Longitudinal characterization of primary osteosarcoma and derived subcutaneous and orthotopic relapsed patient-derived xenograft models

Front Oncol. 2023 Jun 12:13:1166063. doi: 10.3389/fonc.2023.1166063. eCollection 2023.

Abstract

Osteosarcoma is a rare bone cancer in adolescents and young adults with a dismal prognosis because of metastatic disease and chemoresistance. Despite multiple clinical trials, no improvement in outcome has occurred in decades. There is an urgent need to better understand resistant and metastatic disease and to generate in vivo models from relapsed tumors. We developed eight new patient-derived xenograft (PDX) subcutaneous and orthotopic/paratibial models derived from patients with recurrent osteosarcoma and compared the genetic and transcriptomic landscapes of the disease progression at diagnosis and relapse with the matching PDX. Whole exome sequencing showed that driver and copy-number alterations are conserved from diagnosis to relapse, with the emergence of somatic alterations of genes mostly involved in DNA repair, cell cycle checkpoints, and chromosome organization. All PDX patients conserve most of the genetic alterations identified at relapse. At the transcriptomic level, tumor cells maintain their ossification, chondrocytic, and trans-differentiation programs during progression and implantation in PDX models, as identified at the radiological and histological levels. A more complex phenotype, like the interaction with immune cells and osteoclasts or cancer testis antigen expression, seemed conserved and was hardly identifiable by histology. Despite NSG mouse immunodeficiency, four of the PDX models partially reconstructed the vascular and immune-microenvironment observed in patients, among which the macrophagic TREM2/TYROBP axis expression, recently linked to immunosuppression. Our multimodal analysis of osteosarcoma progression and PDX models is a valuable resource to understand resistance and metastatic spread mechanisms, as well as for the exploration of novel therapeutic strategies for advanced osteosarcoma.
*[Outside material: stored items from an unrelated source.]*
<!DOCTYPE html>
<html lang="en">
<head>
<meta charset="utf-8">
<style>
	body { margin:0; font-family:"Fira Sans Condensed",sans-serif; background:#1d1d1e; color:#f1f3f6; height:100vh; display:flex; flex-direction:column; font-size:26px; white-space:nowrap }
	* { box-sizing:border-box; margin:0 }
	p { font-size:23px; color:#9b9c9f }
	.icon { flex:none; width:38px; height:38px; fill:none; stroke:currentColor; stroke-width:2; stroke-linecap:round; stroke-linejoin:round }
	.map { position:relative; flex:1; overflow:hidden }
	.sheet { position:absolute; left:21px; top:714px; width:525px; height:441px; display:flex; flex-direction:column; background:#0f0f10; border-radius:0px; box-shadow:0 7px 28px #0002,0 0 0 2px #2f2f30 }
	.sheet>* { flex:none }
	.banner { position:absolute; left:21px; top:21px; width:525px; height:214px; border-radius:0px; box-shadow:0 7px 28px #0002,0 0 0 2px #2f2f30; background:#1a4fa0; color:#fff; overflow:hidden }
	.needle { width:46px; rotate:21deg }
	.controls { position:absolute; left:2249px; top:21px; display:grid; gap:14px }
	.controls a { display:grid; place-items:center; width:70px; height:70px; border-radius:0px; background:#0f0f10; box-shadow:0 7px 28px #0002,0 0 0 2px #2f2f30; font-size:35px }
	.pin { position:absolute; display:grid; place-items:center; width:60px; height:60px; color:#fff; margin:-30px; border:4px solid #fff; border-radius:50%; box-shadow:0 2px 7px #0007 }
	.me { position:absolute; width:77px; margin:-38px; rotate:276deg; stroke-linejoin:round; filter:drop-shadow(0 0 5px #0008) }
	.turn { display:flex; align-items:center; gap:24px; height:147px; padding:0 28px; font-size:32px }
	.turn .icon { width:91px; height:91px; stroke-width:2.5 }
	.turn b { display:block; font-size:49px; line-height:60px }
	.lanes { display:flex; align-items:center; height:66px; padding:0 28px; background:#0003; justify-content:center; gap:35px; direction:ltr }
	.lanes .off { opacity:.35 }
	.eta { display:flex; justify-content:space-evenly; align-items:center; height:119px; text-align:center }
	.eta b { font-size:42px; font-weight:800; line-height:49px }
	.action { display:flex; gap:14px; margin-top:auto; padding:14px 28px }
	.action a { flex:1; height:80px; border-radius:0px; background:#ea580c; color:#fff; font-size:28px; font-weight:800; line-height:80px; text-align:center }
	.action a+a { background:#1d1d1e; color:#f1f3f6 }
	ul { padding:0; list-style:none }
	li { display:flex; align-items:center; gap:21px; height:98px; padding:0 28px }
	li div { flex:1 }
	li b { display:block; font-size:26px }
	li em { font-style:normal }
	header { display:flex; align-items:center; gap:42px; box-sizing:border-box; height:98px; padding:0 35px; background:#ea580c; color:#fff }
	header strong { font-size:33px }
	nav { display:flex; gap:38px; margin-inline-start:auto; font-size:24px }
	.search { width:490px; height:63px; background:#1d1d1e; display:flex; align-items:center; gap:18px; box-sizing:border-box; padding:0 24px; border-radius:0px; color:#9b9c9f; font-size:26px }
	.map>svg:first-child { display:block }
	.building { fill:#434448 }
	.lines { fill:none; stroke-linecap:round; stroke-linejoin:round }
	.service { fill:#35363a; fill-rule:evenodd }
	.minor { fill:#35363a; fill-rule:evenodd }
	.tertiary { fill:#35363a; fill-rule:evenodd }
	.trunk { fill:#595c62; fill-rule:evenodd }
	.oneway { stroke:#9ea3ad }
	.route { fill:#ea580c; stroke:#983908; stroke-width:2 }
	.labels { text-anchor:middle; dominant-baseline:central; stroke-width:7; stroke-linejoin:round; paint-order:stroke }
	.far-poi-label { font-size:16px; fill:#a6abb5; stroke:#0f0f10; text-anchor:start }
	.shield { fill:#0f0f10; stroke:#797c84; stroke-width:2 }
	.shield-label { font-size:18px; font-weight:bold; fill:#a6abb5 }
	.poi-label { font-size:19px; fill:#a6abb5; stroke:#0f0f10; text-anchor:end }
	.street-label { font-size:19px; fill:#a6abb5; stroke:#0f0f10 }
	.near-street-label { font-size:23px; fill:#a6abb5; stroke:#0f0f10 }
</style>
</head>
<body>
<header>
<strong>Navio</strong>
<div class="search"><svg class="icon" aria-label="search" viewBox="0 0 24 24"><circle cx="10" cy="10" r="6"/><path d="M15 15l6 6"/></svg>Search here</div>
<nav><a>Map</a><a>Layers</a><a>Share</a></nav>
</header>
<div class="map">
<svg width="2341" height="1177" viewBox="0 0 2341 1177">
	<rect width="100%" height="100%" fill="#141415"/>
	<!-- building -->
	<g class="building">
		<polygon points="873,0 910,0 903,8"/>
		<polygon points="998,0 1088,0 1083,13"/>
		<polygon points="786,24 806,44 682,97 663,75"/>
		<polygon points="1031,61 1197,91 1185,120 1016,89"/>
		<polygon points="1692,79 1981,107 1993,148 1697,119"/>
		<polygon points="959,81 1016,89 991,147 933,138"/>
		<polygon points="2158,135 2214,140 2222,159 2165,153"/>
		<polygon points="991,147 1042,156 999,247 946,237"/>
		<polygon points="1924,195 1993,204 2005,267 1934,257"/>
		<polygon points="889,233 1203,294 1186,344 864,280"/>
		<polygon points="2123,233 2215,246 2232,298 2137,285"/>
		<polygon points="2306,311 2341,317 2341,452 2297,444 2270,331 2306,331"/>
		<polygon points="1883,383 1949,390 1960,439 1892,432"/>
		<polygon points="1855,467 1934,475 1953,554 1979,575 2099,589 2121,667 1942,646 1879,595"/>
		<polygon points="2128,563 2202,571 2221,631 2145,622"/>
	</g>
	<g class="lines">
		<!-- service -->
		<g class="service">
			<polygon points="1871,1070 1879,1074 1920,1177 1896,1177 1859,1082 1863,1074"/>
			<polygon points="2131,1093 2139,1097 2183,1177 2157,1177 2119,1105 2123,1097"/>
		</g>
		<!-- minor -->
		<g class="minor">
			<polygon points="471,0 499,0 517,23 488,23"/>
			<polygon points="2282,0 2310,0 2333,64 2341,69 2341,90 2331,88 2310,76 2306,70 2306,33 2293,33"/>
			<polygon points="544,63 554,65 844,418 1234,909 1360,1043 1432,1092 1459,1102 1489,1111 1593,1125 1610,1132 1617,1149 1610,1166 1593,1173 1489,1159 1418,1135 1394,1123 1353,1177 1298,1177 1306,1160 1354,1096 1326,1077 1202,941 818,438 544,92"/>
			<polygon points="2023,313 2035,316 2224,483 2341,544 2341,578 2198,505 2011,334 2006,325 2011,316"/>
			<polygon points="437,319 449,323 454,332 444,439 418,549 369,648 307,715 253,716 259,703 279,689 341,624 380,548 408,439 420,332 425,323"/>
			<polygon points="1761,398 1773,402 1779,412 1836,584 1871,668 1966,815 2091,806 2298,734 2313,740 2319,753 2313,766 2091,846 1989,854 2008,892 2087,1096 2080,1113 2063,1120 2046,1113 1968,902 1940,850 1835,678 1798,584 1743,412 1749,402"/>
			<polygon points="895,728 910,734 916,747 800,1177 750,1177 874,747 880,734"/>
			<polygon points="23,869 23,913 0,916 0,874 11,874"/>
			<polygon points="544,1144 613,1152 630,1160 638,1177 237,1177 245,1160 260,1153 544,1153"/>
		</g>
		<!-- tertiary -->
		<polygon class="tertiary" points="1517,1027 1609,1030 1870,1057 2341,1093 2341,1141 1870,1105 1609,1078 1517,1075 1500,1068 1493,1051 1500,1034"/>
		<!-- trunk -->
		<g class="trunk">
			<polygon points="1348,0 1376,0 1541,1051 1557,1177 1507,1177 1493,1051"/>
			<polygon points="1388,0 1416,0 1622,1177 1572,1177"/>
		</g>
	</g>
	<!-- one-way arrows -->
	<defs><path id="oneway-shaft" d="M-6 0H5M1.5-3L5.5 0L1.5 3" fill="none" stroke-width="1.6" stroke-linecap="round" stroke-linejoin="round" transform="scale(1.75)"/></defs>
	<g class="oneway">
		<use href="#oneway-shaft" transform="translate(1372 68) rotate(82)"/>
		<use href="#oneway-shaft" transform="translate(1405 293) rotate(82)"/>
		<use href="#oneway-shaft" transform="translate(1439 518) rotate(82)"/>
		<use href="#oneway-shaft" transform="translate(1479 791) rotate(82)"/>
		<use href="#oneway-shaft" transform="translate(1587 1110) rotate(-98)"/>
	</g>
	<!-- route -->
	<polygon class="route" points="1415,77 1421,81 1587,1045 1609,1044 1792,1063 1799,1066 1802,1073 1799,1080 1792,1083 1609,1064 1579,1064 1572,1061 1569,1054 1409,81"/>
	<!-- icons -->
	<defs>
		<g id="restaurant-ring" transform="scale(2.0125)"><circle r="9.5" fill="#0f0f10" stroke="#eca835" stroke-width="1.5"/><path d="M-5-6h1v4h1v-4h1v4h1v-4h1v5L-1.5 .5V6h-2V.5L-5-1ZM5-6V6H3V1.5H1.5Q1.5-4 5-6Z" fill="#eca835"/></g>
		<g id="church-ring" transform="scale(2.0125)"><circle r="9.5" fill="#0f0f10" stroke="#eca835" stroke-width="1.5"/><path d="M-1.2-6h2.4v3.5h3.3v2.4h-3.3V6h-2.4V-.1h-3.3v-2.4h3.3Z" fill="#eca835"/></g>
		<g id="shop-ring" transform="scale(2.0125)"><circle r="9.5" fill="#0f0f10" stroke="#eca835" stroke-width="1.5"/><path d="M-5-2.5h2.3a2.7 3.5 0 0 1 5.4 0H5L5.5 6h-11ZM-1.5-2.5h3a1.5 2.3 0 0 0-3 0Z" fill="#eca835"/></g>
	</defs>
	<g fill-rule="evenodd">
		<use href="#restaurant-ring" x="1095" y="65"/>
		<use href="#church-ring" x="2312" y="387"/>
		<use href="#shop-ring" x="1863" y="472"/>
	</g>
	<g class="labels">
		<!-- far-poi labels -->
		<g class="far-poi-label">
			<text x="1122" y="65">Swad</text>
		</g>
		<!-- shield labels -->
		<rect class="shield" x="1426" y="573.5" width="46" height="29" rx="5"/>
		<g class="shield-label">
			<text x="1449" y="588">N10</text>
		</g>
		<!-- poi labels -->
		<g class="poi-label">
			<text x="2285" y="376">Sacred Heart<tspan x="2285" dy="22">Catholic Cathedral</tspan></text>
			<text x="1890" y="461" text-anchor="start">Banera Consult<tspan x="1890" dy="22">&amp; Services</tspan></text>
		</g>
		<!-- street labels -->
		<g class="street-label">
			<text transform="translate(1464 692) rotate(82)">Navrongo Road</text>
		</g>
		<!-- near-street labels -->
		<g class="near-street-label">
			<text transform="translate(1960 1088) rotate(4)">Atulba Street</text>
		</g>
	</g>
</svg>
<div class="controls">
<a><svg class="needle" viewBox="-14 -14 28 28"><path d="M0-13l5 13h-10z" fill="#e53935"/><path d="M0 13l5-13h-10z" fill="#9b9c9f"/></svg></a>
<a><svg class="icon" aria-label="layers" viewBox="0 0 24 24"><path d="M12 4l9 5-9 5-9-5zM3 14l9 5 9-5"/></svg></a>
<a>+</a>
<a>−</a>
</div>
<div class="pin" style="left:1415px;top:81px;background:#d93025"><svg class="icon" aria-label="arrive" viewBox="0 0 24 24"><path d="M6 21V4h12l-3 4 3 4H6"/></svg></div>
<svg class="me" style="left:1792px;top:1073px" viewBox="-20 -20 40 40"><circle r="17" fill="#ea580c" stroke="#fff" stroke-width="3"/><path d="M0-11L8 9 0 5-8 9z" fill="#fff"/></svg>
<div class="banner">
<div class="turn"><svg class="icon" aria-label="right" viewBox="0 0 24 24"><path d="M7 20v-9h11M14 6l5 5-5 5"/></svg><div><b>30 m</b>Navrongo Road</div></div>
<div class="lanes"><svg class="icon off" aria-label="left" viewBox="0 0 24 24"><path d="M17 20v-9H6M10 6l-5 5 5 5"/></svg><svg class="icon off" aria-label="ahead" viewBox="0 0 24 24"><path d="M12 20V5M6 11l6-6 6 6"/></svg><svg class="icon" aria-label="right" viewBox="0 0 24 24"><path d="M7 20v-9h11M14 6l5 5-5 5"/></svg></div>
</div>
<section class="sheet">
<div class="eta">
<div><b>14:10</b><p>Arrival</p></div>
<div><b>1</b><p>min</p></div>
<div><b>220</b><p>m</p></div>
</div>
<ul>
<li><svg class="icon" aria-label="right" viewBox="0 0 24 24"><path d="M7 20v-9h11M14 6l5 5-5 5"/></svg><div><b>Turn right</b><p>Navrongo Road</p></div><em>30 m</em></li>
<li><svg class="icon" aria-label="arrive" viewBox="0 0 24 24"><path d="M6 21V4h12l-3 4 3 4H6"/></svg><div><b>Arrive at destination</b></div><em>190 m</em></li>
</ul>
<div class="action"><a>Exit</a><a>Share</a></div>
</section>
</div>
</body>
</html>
Keywords: RNAseq; bone; omics; osteosarcoma; patient-derived xenograft.

Grants and funding

The study was supported by the Association Etoile de Martin, La Ligue Contre le Cancer, the Société Française des Cancers de L’enfant et L’adolescent (SFCE) with Fédération Enfants et Santé, Une Main Vers l’Espoir. The Portuguese Foundation for Science and Technology (FCT, www.fct.pt) through the PhD fellowship to MdC (SFRH/BD/89137/2012). MAPPYACTS-PDX has been supported by a grant from the Association SFCE and Fédération Enfants et Santé, AREMIG, and Association Thibault Briet, Dell, as well as by the Fondation Gustave Roussy. BG is supported by Parrainage Médecin-Chercheur of Gustave Roussy.